Terry grew up in western Pennsylvania. After high school and college, he married Dianne, his wife of now 53 years. After four years of teaching vocal music in his home state, his family (wife and son) moved to Arizona. From 1967 through 1984 he was employed as a music instructor in the Glendale Elementary School District. In 1984 he left the education profession and worked for a business. In 1994 he returned to the classroom in the Madison School District from which he retired in 2006.

He had one church anthem and an original music setting to the Lutheran Church liturgy published in the early 1970’s.
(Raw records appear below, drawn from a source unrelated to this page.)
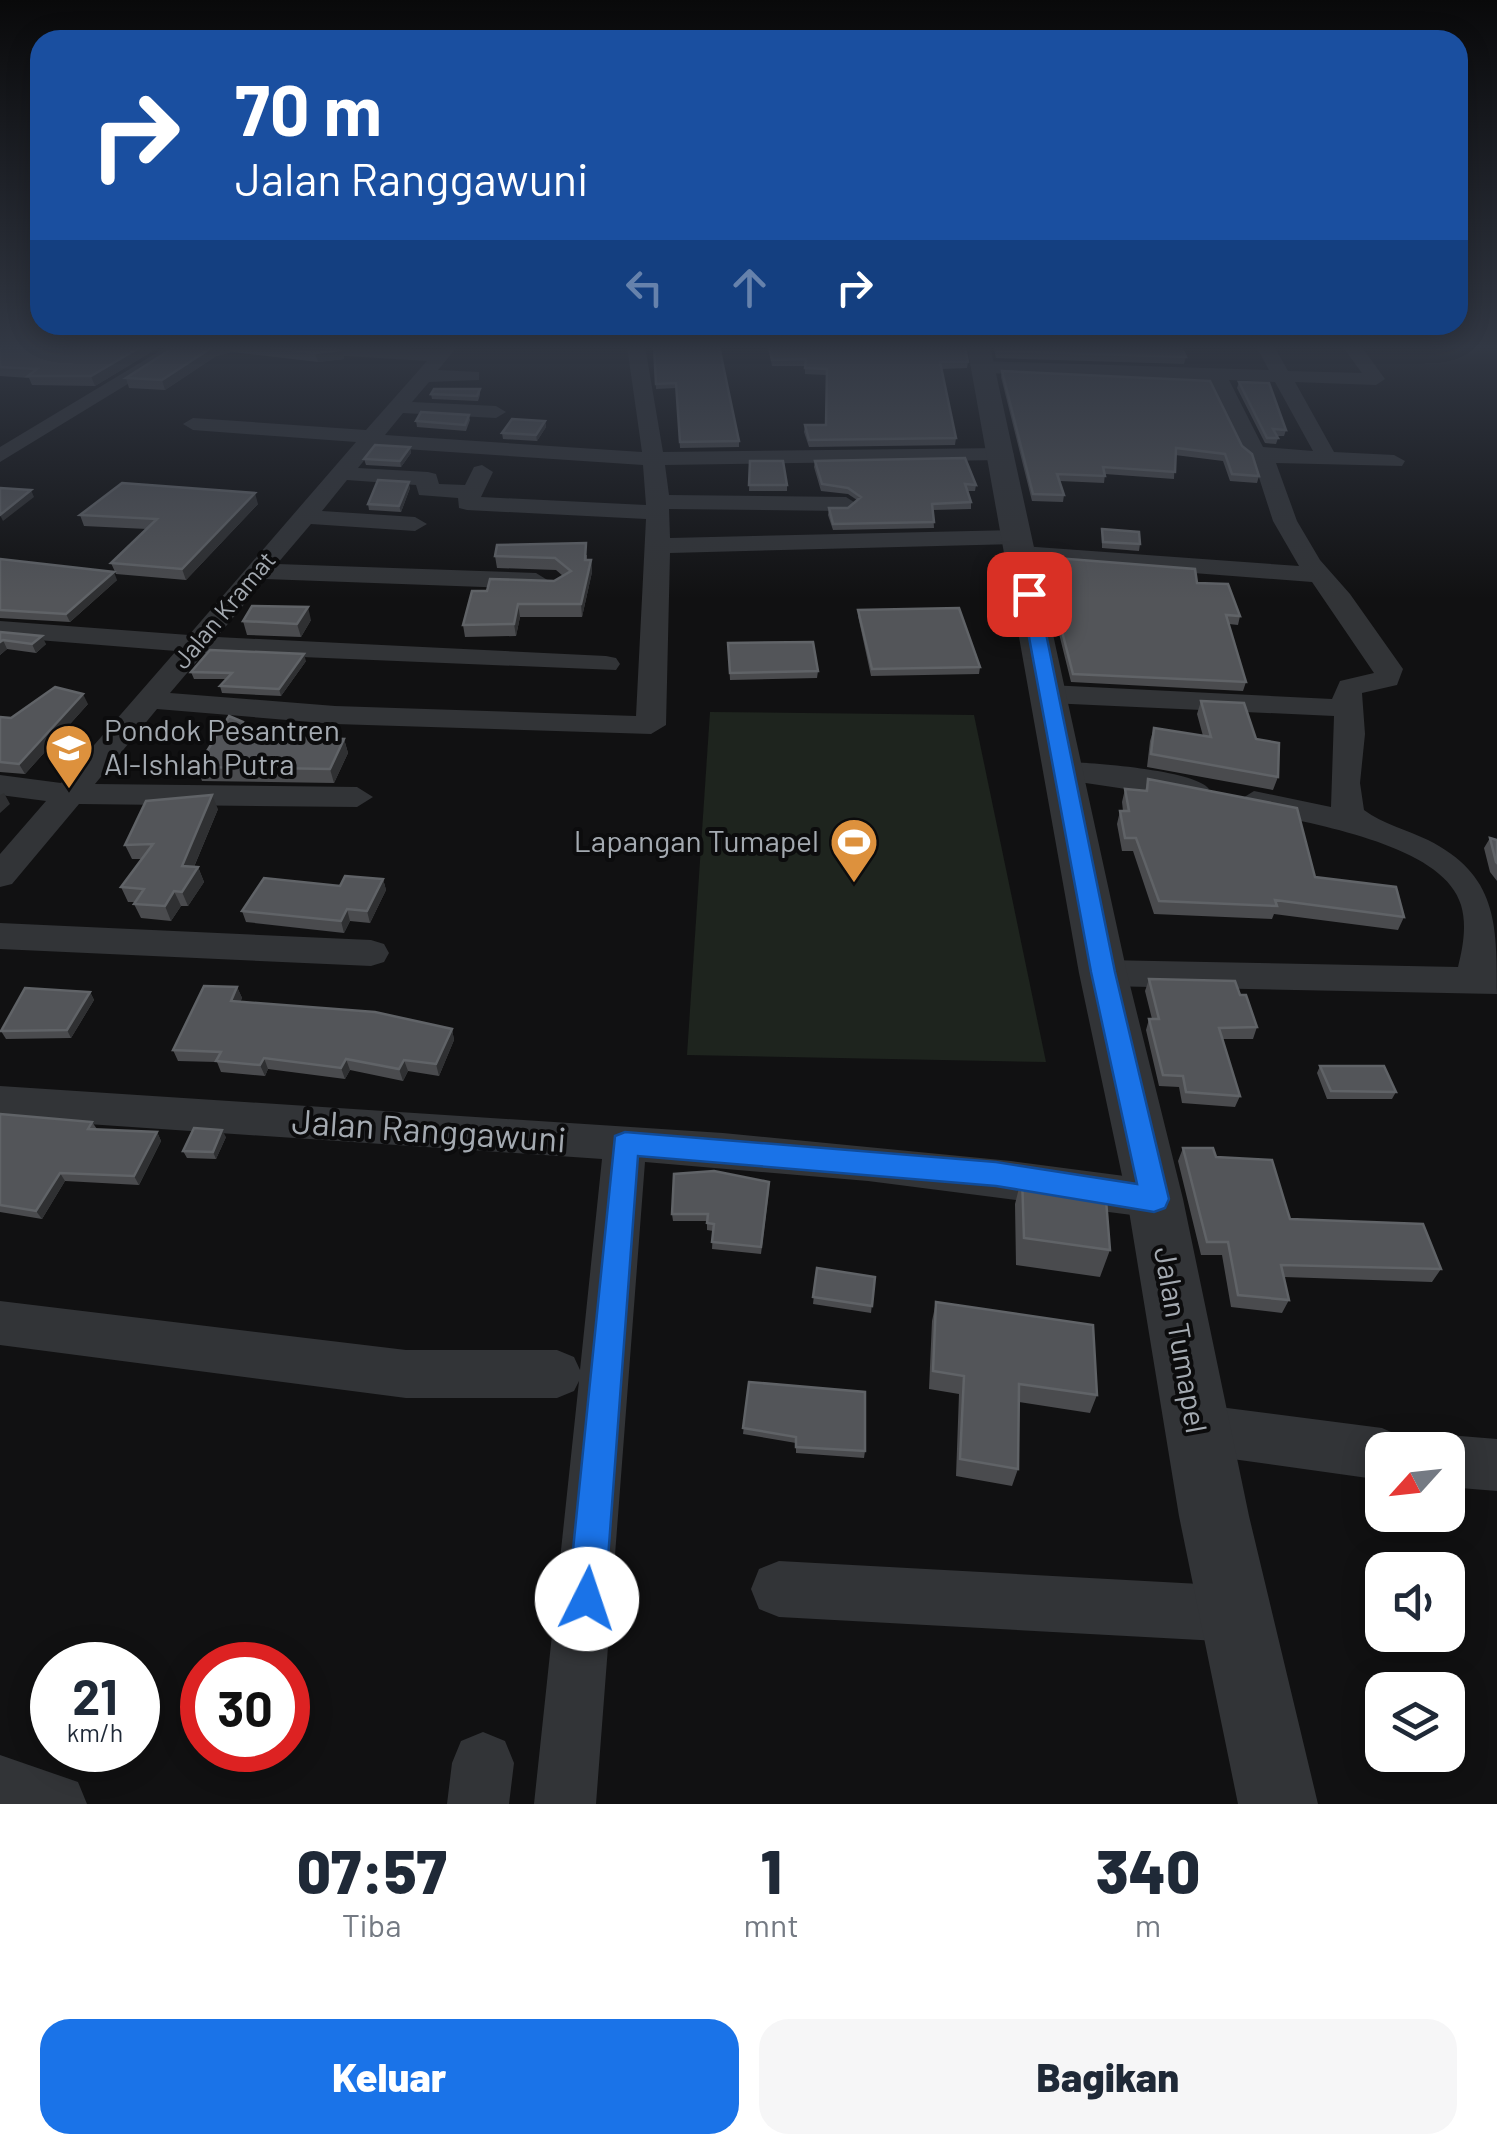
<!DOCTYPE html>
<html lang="id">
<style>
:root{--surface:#fff;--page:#f6f6f7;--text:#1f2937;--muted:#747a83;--accent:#1a73e8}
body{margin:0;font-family:Barlow,sans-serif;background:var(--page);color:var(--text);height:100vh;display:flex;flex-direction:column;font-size:38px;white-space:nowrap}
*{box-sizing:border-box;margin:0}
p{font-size:32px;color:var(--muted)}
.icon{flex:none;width:55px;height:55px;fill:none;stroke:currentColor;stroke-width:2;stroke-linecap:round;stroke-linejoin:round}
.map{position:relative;height:1804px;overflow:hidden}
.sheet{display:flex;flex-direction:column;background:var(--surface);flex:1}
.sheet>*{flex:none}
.hud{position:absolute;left:30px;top:30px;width:1438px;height:305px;border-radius:30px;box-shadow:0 5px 25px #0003;background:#1a4fa0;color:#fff;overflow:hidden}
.needle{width:65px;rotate:243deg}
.buttons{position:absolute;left:1365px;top:1432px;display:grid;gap:20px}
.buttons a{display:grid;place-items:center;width:100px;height:100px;border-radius:20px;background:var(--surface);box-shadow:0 5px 25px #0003;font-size:50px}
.speed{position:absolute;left:30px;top:1642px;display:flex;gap:20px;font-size:50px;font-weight:700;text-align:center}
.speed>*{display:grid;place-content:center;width:130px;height:130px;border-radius:50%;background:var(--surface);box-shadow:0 5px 25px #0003;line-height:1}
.speed small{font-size:25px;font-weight:400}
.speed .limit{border:15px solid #d22;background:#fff;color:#111}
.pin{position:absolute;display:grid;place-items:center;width:85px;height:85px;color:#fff;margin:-42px;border-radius:20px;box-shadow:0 5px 15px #0006}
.me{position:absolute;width:110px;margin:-55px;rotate:4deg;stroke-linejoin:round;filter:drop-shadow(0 0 8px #0008)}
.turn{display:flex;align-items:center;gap:35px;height:210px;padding:0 40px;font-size:45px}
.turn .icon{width:130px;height:130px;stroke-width:2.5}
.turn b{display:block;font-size:70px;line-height:85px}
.lanes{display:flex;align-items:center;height:95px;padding:0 40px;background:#0003;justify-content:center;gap:50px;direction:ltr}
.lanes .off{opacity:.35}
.eta{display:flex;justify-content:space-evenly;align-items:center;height:170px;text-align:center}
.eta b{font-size:60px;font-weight:800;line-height:70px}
.cta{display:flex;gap:20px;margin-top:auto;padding:20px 40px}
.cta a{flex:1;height:115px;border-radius:30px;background:var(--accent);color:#fff;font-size:40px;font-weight:800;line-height:115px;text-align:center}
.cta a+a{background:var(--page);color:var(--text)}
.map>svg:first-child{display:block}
.green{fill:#1e241e}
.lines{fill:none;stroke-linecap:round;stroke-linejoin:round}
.minor{fill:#323437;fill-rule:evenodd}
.tertiary{fill:#323437;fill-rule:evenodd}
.wall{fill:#4a4b4e}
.shaded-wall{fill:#2f3032}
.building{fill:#535559;stroke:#606367;stroke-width:2.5}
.route{fill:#1a73e8;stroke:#114b97;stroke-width:2.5}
.labels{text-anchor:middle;stroke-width:8;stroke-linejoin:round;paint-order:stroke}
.far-street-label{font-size:25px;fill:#a4aab1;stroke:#0c0c0d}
.poi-label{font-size:30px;fill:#a4aab1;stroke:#0c0c0d;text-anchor:start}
.street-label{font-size:30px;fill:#a4aab1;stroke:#0c0c0d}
.near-street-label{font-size:35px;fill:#a4aab1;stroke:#0c0c0d}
</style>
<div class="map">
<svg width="1497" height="1804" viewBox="0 0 1497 1804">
<rect width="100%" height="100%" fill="#111112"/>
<path class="green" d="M710,712L974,715L1046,1062L687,1055Z"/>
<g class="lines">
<path class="minor" d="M168,346H190L0,462V447Z
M366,346L436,350L458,346L438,370L479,372V380L429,382L412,402L496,406L506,412L496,418L403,413L385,435L642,452L627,346H645L663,452L1003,448L1014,454L1003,460L665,465L669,495L846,497L857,504L846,511L669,509L670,538L1016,530L1028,537L1016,544L670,553L666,725L651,734L335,724L157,709L95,784L357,787L373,797L357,807L79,804L12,884L0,887V854L46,801L0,795V775L61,783L176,651L0,637V621L189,635L356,442L193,430L183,424L193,418L366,430L427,361L297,353L288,348ZM375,447L643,465L646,505L481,497L493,472L482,465L474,467L465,485L439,484L436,474L428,472L358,468ZM347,480L416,485L419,495L458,498L459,508L467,510L646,519L636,716L335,706L170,693L204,653L616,670L620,664L616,658L606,656L217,637L265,579L536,589L549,581L536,573L277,564L311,524L415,531L427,524L415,517L322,511Z
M1256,346H1274L1288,371L1362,373L1342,346H1361L1385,379L1376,385L1295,382L1334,452L1394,455L1405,461L1402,466L1276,463L1297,521L1320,560L1350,594L1403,669L1397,685L1362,693L1365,734L1360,783L1364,810C1383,824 1407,830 1428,840C1497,875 1497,922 1497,994L1103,986L1090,983L1084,973L1090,963L1103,960L1458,967C1463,947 1467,925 1461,905C1443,841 1297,822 1243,808L1238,801L1254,791L1331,807L1334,716L1049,703L1035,694L1049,685L1332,699L1340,681L1374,673L1312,582L1022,560L1010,553L1022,546L1299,566L1273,521L1253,459L1243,451L1209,380L982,373L973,367L982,361L1269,370ZM1229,380L1275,382L1313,451L1263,447Z
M1063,762C1088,762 1196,770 1209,789L1193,799L1052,778L1048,771Z
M0,923L371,940L384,944L389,953L384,962L371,966L0,949Z
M0,1086L723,1133L1011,1161L1155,1180L1171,1186L1177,1199L1171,1212L1155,1218L868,1181L645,1162L596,1804H534L579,1381L574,1391L557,1398H406L0,1345V1301L406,1350H557L574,1357L580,1370L602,1159L0,1118Z
M1196,1404L1382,1428L1400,1436L1406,1450H1382V1480L1196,1454L1178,1447L1170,1429L1178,1411Z
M1448,1435L1497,1439V1491L1448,1487V1450H1427L1430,1443Z
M779,1561L1237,1586L1257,1594L1265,1614L1257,1634L1237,1642L779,1617L759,1609L751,1589L759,1569Z
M483,1732L505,1741L514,1763L509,1804H447L452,1763L461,1741Z
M0,1755L78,1782L87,1804H0Z"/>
<path class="tertiary" d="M967,346H990L1127,973L1183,1199L1249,1516L1318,1804H1238L1179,1516L1127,1199L1079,973Z"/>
</g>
<path class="wall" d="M0,346H161L95,386L32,385L29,378L0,376Z
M176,346H289L342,350L344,359L318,362L232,352L216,356L165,390L129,388L126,378Z
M654,346L739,441V447L680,448L676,388L656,389Z
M768,346H965L968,362L967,368L941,369L956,438L955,445L809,447L804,432L805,425H826V375L805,374V366H772Z
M993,346H1181L1186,357L1184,364L996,358Z
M1002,371L1242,446L1259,476L1257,483L1230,481L1223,461L1175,455L1174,479L1105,474L1104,483L1060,481L1064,495L1063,502L1032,501L1001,377Z
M1239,382L1286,430L1284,436H1276L1278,438L1276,444L1265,443L1237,388Z
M480,389V395L478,401L432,399L431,394Z
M469,415L470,420L466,431L417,427L416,421Z
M545,421L546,427L537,441L503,439L502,433Z
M410,447L411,453L401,467L366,465L364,459Z
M750,461L787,485V491H749Z
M815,461L976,485L975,491H967L971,502V509L933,510L934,528L833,530L828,515L829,508H848L857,500L848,494L821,491L814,467Z
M410,488L401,512L369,510L368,504Z
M258,504L186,580L116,574L111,563L147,529L84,526L80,515Z
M1102,529L1140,544L1139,551L1102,548Z
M587,555V560H591L592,572L582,617H520L516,636L465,637L463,625L487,591L554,581L563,576L556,570L497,568L495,556Z
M1043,557L1197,583L1240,616L1238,625L1229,624L1246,682L1243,691L1071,682L1042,565Z
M0,559L117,580L70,622L0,618Z
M858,610L980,667L979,674L871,676L858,616Z
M311,620L301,637L247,635L243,621Z
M0,632L46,644L36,653L7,649L0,655Z
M728,643L818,671L817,678L730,680Z
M306,661L281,696L222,693L220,686L226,679H194L191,672Z
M1201,701L1256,739L1278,777L1273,790L1147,767L1150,741L1154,728L1203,736L1197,714Z
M88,704L25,774L0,772V717L11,718Z
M248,736L344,739L348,753L334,783L202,781L197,767Z
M1148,779L1315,877L1404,917L1398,930L1274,914L1272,919L1154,914L1133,851H1122L1117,824L1120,811H1123L1122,802L1125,789L1145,791Z
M218,809L194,867H198L204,882L188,906H181L171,921L141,918L134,904L135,902H128L121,887L142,859H132L125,845Z
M1490,838L1497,840V881L1490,872L1484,848Z
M383,879L386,890L370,923L350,921L344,933L246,922L242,911L340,886Z
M1149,979L1240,995L1257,1027L1253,1039H1223L1240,1096L1235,1107L1182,1103L1179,1087L1159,1086L1146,1030L1149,1019H1152L1145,991Z
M237,987L242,998L240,1002L452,1029L454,1040L439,1076L408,1071L403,1081L350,1070L345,1079L268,1069L265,1076L221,1072L217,1062L178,1061L173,1050Z
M90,992L94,1000L71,1038L6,1039L1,1031Z
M1320,1066L1396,1092L1392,1099H1327L1317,1073Z
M0,1114L92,1122L97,1129L157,1132L161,1141L139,1185L65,1181L42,1219L0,1212Z
M226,1137L216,1159L187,1158L183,1151Z
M1183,1148L1216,1157L1290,1219L1441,1269L1432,1282L1284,1277L1289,1300L1282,1313L1231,1307L1222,1255H1201L1178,1161Z
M1022,1176L1110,1250L1100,1277L1016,1265L1015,1204Z
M769,1190L761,1254L712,1249L713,1231L707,1230V1221H673L672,1214Z
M817,1268L875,1277L871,1313L813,1304Z
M936,1302L1097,1395L1090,1413L1019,1402L1018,1469L1012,1486L956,1476L959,1394L929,1389L932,1321Z
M749,1382L865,1451L864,1458L796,1453V1443L743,1434Z"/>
<path class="shaded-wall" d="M142,346H161L95,386L91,376Z
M231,346L232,352L216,356L165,390L162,380L213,347Z
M342,350L344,359L318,362L315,353Z
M545,421L546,427L537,441L536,435Z
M410,447L411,453L401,467L400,461Z
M409,482L410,488L401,512L399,506Z
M31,490L34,497L3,521L0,515Z
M255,493L258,504L186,580L182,569Z
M591,560L592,572L582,617L581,604Z
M114,572L117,580L70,622L66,614Z
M518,604L520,617L516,636L514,624Z
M308,607L311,620L301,637L297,624Z
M42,636L46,644L36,653L32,644Z
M3,640L7,649L0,655V642Z
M304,654L306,661L281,696L279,689Z
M83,694L88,704L25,774L19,764Z
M243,722L248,736H237Z
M344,739L348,753L334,783L330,769Z
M4,793L10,804L0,813V795Z
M212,795L218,809L188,881L182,866Z
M198,867L204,882L188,906L182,892Z
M383,879L386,890L370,923L367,911Z
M174,891L181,906L171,921L165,906Z
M347,909L350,921L344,933L341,921Z
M237,987L242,998L236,1012L231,1001Z
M90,992L94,1000L71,1038L67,1030Z
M452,1029L454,1040L439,1076L436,1064Z
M264,1058L268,1069L265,1076L260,1065Z
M346,1059L350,1070L345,1079L341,1068Z
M404,1060L408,1071L403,1081L399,1069Z
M222,1130L226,1137L216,1159L213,1152Z
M157,1132L161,1141L139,1185L134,1176Z
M60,1173L65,1181L42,1219L36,1211Z"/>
<path class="building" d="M0,346H142L91,376H28L37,369L0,367Z
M176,346H214L162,380L126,378Z
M263,346H289L342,350L315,353Z
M654,346H719L739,441L680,442L676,383L656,384Z
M769,346H965L968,362H940L956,438L809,440L805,425H826L827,369L805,368L806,359L772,360Z
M996,346H1181L1186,357L997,351Z
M1002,371L1210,381L1242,446L1252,454L1259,476L1232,474L1225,454L1176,448L1175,472L1103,467L1105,476L1057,474L1064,495L1033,494Z
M1239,382L1269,383L1286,430L1273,429L1278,438H1267Z
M434,389H480L477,396L431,394Z
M421,412L469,415L465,425L416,421Z
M512,419L545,421L536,435L502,433Z
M375,445L410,447L400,461L364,459Z
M965,458L976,485L965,484L971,502L932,504L934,522L833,524L829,508H848L861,497L848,488L822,484L815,461Z
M750,461H783L787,485H749Z
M378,480L409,482L399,506L368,504Z
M122,483L255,493L182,569L111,563L157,519L80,515Z
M0,488L31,490L0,515Z
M1102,529L1139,532L1140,544L1103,542Z
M586,543L585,560H591L581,604H518L514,624L463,625L472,591H487L490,579L554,581L571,571L555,558L495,556L497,545Z
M1043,557L1195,569L1197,583L1228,584L1240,616L1226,615L1246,682L1073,674Z
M0,559L114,572L66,614L0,610Z
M252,606L308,607L297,624L243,621Z
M959,608L980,667L872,669L858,610Z
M0,632L42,636L32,644L3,640L0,642Z
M813,642L818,671L730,673L728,643Z
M210,650L304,654L279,689L220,686L232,673L191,672Z
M55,687L83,694L19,764L0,762V717L11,718Z
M1201,701L1244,703L1256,739L1279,743L1278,777L1151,754L1154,728L1211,737Z
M229,716L243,722L237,736L344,739L330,769L197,767Z
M1148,779L1297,808L1315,877L1396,887L1404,917L1275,900L1277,906L1159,901L1136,838H1125L1120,811H1129L1125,789L1147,791Z
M212,795L182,866L198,867L182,892L174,891L165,906L134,904L144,889L121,887L153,844L125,845L146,801Z
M1490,838L1497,840V863L1496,862Z
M345,876L383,879L367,911L347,909L341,921L242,911L264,878L340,886Z
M1149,979L1235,981L1240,995H1246L1257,1027L1219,1028L1240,1096L1186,1092L1183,1076L1163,1075L1149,1019H1159Z
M204,986L237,987L231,1001L375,1012L452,1029L436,1064L404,1060L399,1069L346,1059L341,1068L264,1058L260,1065L216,1061L221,1052L173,1050Z
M25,988L90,992L67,1030L1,1031Z
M1320,1066H1384L1396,1092L1331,1091Z
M0,1114L92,1122L88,1129L157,1132L134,1176L60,1173L36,1211L0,1205Z
M194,1128L222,1130L213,1152L183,1151Z
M1183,1148H1213L1216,1157L1272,1160L1290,1219L1423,1224L1441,1269L1281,1265L1289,1300L1238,1295L1228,1242H1207Z
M714,1171L769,1182L761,1247L712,1242L714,1224L707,1223L708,1214H672L674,1174Z
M1022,1176L1105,1187L1110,1250L1024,1238Z
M817,1268L875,1277L872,1306L813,1297Z
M936,1302L1093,1325L1097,1395L1019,1384L1018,1469L960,1459L964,1376L933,1371Z
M749,1382L865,1392V1451L796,1447V1437L743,1428Z"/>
<linearGradient id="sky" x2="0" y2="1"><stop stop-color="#09090a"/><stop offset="0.58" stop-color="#323844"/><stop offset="1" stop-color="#323844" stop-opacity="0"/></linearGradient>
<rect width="1497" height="599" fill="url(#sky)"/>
<path class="route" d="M1029,589L1038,594L1115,972L1169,1199L1165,1208L1154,1212L996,1186L638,1156L605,1599L600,1612L587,1617L574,1612L568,1599L615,1136L625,1132L996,1162L1137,1184L1091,972L1021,594Z"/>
<defs>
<g id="school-pin" transform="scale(2.5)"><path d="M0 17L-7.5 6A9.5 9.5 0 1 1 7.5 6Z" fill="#dd913d" stroke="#0c0c0d"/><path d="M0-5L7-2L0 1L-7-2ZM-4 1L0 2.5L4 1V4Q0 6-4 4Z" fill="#fff"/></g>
<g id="stadium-pin" transform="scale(2.5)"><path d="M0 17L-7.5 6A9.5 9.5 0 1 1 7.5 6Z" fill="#dd913d" stroke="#0c0c0d"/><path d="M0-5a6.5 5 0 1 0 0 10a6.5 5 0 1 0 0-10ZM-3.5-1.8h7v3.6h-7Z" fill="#fff"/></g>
</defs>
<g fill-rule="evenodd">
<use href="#school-pin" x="69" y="748"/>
<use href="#stadium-pin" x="854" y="842"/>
</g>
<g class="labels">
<g class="far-street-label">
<text transform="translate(224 610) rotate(-50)" y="9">Jalan Kramat</text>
</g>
<g class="poi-label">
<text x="104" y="741">Pondok Pesantren<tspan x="104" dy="34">Al-Ishlah Putra</tspan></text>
<text x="819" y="852" text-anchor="end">Lapangan Tumapel</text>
</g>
<g class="street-label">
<text transform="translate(1180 1340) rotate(80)" y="10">Jalan Tumapel</text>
</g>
<g class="near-street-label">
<text transform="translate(429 1131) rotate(4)" y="12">Jalan Ranggawuni</text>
</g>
</g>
</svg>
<div class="buttons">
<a><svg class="needle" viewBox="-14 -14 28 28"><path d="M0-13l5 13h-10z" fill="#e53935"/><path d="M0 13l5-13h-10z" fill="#747a83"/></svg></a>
<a><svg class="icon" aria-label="sound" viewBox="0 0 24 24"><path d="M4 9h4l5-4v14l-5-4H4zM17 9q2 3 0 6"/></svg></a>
<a><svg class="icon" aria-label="layers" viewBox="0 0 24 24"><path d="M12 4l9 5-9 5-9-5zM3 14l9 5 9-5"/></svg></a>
</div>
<div class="speed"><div>21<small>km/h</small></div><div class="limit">30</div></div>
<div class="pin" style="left:1029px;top:594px;background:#d93025"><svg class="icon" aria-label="arrive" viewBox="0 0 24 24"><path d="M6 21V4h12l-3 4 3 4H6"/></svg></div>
<svg class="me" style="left:587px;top:1599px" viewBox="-20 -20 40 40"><circle r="19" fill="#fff"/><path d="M0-13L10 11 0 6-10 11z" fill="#1a73e8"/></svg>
<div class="hud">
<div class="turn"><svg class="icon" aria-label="right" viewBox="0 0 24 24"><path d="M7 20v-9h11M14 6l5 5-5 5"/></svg><div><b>70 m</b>Jalan Ranggawuni</div></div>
<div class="lanes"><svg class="icon off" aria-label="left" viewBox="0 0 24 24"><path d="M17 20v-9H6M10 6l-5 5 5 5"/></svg><svg class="icon off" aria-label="ahead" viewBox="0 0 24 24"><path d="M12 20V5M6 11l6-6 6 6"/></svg><svg class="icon" aria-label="right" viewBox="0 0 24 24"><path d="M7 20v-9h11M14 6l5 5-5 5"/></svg></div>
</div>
</div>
<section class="sheet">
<div class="eta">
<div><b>07:57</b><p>Tiba</p></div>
<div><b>1</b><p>mnt</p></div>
<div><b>340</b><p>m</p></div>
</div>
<div class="cta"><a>Keluar</a><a>Bagikan</a></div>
</section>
His teaching career in Glendale earned him the honor of Man of the Year (an award given by vote of his colleagues for outstanding contribution to the education of Glendale children.)

Terry was asked by the central cluster of Arizona Lutheran Churches to prepare and conduct a combined Lutheran Choir in celebration of the birthday anniversary of J.S. Bach. This choral program of Bach’s music featured an 85-voice choir of singers from 14 different Lutheran congregations. The Phoenix Symphony String Ensemble was also part of the event. The program was hosted by Faith Lutheran Church in central Phoenix.

Terry and his wife have two grandchildren in Colorado, and five granddaughters and two great-grandchildren in New Hampshire. (Third great-grandchild due in February.) Terry and Dianne spend lots of time traveling to see the family. In June of 2017, they will be traveling with church members from a Lutheran Church in San Diego, to Germany, and tour the area where Martin Luther lived and worked.



Scott Alan Youngs is the Artistic Director of the Arizona Bach Festival, the Director of Music for All Saints’ Episcopal Church and Day School, and adjunct faculty at Arizona State University. He was the founder and director of American Bach which, after its planned seven-year run, became the Arizona Bach Festival. In its earlier version the series presented more than fifty of Bach’s sacred cantatas, as well as the St. John Passion, the St. Matthew Passion, the Easter Oratorio, and the Christmas Oratorio. In its newer incarnation as the Bach Festival, it has become an international festival inviting musicians to the Southwest from Germany, Australia, and the Netherlands.

As Director of Music for All Saints’ Episcopal Church, he conducts the Chamber Choir, the Senior Choir, the Women’s Chant Choir, and the Boy and Girl Choristers of the Day School, as well as being the principal organist. As a pianist and organist, he has appeared in recital throughout Western Europe, the United States, and South America. As choral conductor, he has toured with his choirs in England, Wales, Ireland, Italy, Poland, the Czech Republic, Germany, and Russia. His choirs have recorded nine CDs and his Choristers have completed 5 CDs. Scott can be found on YouTube playing Bach both as organist and pianist. His recording of Bach’s Goldberg Variations is also available.Scott is a past Dean of the American Guild of Organists.